O ministro da Defesa, José Múcio, fez uma declaração contundente nesta terça-feira (4) ao admitir publicamente que o Brasil não teria condições militares de enfrentar uma eventual invasão dos Estados Unidos.Responsável pela pasta que coordena as Forças Armadas, Múcio afirmou que, diante de um ataque norte-americano, sua reação seria simplesmente permitir a entrada das tropas.

“Abro o portão. Porque a gente não tem equipamento para enfrentá-los e nem tem dinheiro para consertar o portão. Eu prefiro abrir o portão”, declarou.

A fala ocorreu durante um evento promovido pela Confederação Nacional da Indústria (CNI), em Brasília, sobre a descarbonização do transporte marítimo. O ministro comentava um cenário hipotético apresentado por jornalistas.

Apesar do tom provocativo, Múcio usou a comparação para escancarar a falta de estrutura militar do país e defender o aumento dos investimentos públicos na Defesa.

Segundo o ministro, o Brasil destina atualmente cerca de 1% do Produto Interno Bruto (PIB) ao setor. Para ele, o percentual é insuficiente para modernizar equipamentos, desenvolver novas tecnologias e executar projetos militares de longo prazo.

Múcio também defendeu maior previsibilidade orçamentária para as Forças Armadas. Ele comparou o investimento em Defesa à contratação de um plano de saúde, que deve estar disponível mesmo que nunca precise ser utilizado.

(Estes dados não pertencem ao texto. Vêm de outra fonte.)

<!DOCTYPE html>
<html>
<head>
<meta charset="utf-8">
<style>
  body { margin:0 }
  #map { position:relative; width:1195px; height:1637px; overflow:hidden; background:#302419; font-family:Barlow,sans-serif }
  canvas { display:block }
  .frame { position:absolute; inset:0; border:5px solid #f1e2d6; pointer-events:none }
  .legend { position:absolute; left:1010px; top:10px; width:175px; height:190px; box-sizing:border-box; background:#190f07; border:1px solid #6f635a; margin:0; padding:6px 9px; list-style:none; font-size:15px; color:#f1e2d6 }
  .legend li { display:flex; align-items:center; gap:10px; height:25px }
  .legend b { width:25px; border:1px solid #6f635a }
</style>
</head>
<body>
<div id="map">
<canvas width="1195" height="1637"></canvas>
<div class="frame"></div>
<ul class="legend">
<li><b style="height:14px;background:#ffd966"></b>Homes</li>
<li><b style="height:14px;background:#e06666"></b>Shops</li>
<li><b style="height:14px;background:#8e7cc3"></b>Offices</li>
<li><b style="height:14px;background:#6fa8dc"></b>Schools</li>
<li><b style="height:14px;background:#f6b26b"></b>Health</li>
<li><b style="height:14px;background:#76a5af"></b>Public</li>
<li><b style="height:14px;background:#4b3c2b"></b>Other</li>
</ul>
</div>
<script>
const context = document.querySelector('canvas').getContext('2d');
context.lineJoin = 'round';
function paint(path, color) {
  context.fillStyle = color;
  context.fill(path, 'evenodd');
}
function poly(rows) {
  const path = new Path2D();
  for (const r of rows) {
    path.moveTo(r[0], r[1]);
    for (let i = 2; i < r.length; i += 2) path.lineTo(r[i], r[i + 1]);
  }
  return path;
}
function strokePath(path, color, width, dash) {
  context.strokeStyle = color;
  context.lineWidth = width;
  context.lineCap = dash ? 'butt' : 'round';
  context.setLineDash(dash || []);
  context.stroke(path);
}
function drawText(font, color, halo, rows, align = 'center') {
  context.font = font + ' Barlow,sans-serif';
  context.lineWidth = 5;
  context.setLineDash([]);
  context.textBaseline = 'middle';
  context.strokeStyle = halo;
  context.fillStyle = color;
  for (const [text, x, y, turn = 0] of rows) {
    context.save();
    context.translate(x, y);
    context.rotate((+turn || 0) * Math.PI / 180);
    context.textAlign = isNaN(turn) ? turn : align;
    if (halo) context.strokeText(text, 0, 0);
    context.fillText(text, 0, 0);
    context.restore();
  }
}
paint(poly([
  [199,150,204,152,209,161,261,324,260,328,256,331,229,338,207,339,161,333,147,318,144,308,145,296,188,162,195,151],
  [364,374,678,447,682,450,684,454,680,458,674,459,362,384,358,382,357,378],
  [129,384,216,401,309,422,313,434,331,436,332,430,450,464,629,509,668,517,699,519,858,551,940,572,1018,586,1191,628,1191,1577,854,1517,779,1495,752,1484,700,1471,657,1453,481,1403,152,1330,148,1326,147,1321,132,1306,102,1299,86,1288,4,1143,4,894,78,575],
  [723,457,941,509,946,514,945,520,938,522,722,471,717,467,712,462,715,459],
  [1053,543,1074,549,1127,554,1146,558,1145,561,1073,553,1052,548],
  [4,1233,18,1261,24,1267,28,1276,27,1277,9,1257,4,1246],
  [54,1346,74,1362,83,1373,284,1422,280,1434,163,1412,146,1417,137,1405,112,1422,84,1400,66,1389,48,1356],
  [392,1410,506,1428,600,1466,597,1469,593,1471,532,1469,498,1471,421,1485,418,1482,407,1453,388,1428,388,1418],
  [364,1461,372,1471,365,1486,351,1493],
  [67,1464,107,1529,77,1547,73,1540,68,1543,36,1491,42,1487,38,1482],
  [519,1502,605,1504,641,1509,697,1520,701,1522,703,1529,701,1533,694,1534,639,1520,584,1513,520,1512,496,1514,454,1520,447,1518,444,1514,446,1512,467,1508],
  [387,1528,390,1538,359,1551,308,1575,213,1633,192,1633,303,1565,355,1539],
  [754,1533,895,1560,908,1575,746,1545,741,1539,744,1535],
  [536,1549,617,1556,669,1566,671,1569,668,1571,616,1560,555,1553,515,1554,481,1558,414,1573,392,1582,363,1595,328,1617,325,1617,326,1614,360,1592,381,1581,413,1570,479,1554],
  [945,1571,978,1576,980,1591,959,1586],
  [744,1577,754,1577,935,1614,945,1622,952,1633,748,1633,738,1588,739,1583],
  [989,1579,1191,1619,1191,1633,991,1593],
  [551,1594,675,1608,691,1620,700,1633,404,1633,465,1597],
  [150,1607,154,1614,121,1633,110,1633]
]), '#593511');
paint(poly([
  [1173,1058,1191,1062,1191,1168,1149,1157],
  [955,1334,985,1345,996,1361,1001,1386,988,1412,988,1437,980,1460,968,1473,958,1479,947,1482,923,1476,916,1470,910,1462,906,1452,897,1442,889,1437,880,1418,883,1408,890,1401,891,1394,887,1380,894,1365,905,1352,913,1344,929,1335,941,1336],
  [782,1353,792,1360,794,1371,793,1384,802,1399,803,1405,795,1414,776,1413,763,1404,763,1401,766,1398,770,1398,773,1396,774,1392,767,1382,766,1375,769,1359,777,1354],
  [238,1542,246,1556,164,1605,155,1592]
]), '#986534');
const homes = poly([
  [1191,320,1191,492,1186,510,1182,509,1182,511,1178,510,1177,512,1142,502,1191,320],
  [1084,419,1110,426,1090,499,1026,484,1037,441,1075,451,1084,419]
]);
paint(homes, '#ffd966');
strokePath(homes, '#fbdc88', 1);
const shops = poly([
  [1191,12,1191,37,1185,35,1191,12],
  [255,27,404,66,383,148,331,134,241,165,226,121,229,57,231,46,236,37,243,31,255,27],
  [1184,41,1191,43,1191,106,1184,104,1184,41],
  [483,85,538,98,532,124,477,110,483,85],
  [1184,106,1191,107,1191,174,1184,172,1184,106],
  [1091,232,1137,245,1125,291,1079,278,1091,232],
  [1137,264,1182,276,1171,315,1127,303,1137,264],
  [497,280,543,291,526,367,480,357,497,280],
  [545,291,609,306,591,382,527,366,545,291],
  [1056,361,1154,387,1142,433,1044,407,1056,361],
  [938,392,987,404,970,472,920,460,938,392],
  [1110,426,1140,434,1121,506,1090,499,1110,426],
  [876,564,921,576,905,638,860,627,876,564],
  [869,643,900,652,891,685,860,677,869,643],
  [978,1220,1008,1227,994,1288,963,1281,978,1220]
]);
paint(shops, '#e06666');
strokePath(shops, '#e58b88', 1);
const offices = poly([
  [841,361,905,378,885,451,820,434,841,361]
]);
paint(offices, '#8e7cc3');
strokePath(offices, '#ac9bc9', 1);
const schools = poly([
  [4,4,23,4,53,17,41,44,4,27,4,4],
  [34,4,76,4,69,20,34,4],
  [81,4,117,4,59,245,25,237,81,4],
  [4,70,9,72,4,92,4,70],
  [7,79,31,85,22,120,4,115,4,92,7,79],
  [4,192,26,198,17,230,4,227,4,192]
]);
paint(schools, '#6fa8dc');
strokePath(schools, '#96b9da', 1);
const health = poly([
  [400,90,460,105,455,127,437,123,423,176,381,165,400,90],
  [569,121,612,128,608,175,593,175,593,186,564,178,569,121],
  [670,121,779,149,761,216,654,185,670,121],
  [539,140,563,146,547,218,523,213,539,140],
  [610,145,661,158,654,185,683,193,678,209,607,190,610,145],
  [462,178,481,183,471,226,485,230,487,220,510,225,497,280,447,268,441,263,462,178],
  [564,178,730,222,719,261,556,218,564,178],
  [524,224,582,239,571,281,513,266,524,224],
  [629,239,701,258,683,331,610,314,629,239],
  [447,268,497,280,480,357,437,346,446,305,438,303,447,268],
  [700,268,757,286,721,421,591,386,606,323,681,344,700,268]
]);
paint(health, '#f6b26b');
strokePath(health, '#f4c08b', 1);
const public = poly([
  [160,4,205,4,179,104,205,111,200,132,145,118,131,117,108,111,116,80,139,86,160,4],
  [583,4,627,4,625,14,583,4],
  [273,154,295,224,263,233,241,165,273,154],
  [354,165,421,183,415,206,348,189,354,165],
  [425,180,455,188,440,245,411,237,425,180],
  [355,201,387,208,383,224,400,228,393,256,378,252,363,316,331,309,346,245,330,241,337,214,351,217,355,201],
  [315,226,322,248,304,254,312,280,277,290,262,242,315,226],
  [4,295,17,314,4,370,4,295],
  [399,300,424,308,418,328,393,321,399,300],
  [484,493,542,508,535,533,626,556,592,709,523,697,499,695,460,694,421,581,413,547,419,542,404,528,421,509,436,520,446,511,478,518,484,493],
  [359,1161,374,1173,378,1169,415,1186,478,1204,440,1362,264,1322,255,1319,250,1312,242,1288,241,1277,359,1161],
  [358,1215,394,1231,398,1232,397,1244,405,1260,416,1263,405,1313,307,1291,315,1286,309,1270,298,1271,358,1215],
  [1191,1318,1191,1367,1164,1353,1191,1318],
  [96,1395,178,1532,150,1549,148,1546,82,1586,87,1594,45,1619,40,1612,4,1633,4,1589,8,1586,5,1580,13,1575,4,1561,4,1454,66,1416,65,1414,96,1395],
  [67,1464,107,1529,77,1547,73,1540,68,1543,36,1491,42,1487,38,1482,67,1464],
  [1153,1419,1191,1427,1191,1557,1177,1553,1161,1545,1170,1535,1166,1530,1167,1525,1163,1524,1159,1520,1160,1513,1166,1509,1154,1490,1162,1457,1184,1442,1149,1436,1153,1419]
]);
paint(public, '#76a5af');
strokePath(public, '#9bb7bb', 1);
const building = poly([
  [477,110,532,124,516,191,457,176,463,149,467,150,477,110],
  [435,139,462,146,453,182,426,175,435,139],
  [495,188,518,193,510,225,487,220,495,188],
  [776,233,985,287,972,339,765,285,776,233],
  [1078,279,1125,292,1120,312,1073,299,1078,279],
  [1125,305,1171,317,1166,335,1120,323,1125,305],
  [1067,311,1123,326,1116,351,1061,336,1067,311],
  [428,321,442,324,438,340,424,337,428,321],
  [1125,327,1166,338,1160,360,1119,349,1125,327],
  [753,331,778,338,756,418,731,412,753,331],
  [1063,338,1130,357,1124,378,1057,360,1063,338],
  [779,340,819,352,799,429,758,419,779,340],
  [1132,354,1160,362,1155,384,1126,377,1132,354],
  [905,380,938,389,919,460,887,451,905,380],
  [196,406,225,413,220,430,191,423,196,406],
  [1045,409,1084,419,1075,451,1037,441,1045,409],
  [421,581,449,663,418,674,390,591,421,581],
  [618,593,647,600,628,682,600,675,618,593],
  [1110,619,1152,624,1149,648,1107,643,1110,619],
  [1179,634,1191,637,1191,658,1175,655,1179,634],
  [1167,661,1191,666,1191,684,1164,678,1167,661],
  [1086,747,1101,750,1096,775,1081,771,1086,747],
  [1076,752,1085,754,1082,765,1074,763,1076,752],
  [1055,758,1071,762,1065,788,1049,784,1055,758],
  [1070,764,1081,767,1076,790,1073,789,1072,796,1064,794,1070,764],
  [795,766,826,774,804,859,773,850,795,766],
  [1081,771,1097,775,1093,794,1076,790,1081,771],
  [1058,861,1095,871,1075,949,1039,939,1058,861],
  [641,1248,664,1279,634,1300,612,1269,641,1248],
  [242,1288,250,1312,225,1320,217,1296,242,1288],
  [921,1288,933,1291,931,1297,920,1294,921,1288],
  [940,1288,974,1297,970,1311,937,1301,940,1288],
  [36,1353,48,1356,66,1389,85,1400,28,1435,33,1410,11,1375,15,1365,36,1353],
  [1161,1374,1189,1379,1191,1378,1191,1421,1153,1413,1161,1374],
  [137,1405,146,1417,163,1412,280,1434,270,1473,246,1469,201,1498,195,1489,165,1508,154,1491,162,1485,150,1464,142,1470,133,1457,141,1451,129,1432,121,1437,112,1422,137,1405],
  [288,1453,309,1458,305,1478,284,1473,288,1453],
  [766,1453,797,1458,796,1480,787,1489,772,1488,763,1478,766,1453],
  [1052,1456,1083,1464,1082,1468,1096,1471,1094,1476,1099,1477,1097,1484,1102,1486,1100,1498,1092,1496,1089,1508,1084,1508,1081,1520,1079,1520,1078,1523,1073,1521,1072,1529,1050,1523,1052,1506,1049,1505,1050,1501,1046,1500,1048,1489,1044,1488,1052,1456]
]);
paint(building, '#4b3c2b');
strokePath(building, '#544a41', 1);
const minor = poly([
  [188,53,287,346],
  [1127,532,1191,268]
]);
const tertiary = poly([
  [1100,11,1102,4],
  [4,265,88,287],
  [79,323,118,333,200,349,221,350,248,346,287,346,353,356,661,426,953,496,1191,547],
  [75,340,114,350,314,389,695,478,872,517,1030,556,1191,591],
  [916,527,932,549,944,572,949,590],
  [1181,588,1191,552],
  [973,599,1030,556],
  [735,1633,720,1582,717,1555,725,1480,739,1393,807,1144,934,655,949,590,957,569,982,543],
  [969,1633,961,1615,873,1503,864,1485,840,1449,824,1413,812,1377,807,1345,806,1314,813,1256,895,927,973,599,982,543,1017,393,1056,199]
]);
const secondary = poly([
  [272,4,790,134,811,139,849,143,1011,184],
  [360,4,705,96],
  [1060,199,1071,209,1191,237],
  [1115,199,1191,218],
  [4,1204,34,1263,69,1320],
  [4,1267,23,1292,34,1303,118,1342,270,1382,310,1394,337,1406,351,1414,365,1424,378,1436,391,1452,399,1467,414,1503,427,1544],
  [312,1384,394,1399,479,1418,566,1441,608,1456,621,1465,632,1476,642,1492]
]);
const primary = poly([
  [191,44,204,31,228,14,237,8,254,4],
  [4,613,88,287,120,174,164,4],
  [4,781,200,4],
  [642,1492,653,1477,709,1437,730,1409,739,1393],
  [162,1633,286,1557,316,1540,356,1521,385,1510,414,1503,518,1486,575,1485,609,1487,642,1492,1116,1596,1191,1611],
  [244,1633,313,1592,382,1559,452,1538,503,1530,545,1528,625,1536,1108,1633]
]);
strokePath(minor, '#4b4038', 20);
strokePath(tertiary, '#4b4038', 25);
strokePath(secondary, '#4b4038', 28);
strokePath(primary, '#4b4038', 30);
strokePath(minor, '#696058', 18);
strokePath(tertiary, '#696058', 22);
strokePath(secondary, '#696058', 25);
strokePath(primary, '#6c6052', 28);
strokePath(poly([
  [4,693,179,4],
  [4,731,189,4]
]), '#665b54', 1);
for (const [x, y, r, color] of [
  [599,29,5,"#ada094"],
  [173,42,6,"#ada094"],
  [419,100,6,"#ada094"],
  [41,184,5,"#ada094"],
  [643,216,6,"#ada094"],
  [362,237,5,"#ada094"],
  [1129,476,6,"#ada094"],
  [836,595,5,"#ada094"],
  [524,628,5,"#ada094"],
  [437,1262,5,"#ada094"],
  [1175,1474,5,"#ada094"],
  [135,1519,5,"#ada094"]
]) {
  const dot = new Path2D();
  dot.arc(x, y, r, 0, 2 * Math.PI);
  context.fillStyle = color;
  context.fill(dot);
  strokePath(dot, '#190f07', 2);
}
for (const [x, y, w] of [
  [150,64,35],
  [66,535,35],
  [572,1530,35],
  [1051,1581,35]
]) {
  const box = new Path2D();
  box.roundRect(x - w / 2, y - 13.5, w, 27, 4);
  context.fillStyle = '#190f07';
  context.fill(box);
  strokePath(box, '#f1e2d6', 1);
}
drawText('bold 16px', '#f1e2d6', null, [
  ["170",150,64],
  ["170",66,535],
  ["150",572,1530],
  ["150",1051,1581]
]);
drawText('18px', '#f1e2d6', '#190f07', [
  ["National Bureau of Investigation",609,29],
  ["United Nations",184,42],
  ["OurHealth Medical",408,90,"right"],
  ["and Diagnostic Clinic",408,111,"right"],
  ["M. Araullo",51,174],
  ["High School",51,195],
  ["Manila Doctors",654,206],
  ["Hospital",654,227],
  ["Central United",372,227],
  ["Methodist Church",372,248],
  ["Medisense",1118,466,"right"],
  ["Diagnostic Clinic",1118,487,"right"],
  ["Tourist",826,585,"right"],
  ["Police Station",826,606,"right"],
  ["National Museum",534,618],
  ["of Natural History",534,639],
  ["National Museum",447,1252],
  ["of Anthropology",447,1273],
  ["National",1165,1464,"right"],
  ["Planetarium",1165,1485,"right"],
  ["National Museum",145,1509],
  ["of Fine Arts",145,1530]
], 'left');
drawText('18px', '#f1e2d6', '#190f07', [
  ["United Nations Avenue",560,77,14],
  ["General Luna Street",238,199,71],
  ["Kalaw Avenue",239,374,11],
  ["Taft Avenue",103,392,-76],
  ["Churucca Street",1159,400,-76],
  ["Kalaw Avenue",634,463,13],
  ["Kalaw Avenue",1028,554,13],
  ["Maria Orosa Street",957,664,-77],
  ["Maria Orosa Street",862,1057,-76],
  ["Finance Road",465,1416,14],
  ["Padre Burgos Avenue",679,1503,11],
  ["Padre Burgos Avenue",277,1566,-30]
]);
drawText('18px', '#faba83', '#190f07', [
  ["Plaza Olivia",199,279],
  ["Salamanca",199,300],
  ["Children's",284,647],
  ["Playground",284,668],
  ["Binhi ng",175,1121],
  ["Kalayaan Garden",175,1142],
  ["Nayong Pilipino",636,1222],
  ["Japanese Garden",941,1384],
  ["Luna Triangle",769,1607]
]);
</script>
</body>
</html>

O ministro ressaltou que o Brasil não pretende iniciar conflitos ou invadir outros países. O objetivo dos investimentos, segundo ele, seria ampliar a capacidade de dissuasão e impedir que o território nacional seja alvo de ameaças externas.

A declaração ganha ainda mais peso por ter partido justamente do ministro responsável pela Defesa Nacional. Mesmo tratando de uma situação hipotética, Múcio reconheceu publicamente que o Brasil não dispõe atualmente de força militar suficiente para resistir a um ataque dos Estados Unidos.